### What the task asks
Every line containing "canvas" should be copied out. Go through the entries and find them.
··· Provided entries ···
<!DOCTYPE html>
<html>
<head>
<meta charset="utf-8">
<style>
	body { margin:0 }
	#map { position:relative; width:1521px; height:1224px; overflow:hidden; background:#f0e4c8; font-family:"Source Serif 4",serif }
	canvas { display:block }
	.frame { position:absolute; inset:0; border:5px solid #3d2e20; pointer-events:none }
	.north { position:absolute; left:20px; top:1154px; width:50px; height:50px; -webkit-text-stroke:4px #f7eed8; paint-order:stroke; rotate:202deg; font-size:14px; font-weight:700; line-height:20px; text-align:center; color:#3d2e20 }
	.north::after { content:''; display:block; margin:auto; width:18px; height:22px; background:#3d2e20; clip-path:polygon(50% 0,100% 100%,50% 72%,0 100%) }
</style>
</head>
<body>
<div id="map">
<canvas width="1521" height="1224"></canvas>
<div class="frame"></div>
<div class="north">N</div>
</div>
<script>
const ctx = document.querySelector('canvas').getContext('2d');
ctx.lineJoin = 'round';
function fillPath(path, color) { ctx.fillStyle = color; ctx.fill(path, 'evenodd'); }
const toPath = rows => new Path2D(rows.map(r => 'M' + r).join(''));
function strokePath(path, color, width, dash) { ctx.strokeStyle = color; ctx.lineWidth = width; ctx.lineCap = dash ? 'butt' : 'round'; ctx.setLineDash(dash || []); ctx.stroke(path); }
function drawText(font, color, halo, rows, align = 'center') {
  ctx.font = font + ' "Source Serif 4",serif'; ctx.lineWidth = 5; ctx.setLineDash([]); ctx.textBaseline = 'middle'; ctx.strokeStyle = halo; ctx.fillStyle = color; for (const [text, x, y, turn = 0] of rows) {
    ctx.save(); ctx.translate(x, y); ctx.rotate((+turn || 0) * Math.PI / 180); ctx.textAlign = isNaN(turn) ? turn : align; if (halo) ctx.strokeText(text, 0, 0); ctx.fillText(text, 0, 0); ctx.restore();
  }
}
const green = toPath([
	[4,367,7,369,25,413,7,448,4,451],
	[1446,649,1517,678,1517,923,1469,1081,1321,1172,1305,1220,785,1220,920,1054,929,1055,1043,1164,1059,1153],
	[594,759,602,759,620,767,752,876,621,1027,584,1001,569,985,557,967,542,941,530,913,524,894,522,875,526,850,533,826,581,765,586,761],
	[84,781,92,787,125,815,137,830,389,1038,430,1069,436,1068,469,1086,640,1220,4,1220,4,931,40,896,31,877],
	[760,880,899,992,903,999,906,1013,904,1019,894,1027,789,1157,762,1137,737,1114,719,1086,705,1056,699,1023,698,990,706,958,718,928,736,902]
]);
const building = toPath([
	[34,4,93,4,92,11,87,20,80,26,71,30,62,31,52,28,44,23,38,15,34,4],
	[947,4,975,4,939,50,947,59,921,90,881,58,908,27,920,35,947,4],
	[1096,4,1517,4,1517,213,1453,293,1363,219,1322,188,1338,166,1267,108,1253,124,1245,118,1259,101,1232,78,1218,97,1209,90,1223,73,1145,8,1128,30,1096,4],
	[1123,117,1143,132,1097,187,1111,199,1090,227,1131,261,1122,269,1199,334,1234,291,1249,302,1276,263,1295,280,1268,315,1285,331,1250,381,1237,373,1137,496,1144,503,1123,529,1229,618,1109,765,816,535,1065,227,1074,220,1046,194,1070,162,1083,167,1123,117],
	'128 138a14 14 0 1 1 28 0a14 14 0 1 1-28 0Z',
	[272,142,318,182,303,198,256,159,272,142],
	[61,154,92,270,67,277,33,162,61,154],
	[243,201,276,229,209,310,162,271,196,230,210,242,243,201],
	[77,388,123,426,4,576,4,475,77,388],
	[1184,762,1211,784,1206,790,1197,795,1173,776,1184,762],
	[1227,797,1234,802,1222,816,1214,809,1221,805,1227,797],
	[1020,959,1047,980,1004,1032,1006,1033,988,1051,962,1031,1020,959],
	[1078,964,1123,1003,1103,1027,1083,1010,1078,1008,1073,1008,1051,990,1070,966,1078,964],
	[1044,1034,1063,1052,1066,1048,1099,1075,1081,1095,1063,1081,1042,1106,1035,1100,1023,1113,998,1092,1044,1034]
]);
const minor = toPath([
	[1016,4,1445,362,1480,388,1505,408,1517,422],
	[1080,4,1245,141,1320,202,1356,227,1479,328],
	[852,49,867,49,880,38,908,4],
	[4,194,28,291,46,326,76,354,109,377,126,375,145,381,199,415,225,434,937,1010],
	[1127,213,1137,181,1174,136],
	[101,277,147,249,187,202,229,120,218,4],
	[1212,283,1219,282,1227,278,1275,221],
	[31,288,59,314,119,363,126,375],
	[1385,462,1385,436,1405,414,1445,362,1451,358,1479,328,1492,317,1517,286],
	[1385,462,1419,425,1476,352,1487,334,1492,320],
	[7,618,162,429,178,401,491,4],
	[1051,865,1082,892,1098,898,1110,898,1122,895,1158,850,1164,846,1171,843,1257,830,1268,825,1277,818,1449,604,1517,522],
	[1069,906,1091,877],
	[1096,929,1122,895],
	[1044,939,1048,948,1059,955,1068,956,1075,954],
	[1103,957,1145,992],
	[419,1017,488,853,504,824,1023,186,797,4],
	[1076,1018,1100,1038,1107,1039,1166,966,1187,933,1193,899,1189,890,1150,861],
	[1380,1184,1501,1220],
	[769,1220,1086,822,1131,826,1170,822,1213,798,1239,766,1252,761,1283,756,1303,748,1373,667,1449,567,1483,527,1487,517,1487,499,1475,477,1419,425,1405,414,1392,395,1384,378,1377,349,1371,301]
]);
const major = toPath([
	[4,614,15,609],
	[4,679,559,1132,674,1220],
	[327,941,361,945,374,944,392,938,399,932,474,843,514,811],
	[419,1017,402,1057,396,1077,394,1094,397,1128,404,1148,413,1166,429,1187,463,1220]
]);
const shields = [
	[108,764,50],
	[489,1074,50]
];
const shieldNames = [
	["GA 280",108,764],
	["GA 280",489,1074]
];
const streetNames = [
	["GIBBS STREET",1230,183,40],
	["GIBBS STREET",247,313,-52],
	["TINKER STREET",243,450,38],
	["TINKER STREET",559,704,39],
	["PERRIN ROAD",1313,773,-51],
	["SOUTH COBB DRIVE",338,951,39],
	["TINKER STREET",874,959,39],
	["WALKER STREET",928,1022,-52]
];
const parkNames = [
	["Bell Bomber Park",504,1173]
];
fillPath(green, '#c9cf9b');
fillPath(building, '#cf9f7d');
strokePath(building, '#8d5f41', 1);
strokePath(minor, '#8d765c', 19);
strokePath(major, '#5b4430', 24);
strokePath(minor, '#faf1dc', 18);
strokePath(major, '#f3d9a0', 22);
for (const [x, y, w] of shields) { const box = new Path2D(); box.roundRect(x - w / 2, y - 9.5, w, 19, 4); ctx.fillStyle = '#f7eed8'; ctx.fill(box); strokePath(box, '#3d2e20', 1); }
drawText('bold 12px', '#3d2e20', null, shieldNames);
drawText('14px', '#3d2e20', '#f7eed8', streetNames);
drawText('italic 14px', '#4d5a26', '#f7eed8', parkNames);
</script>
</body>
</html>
···
### Task output
	canvas { display:block }
<canvas width="1521" height="1224"></canvas>
const ctx = document.querySelector('canvas').getContext('2d');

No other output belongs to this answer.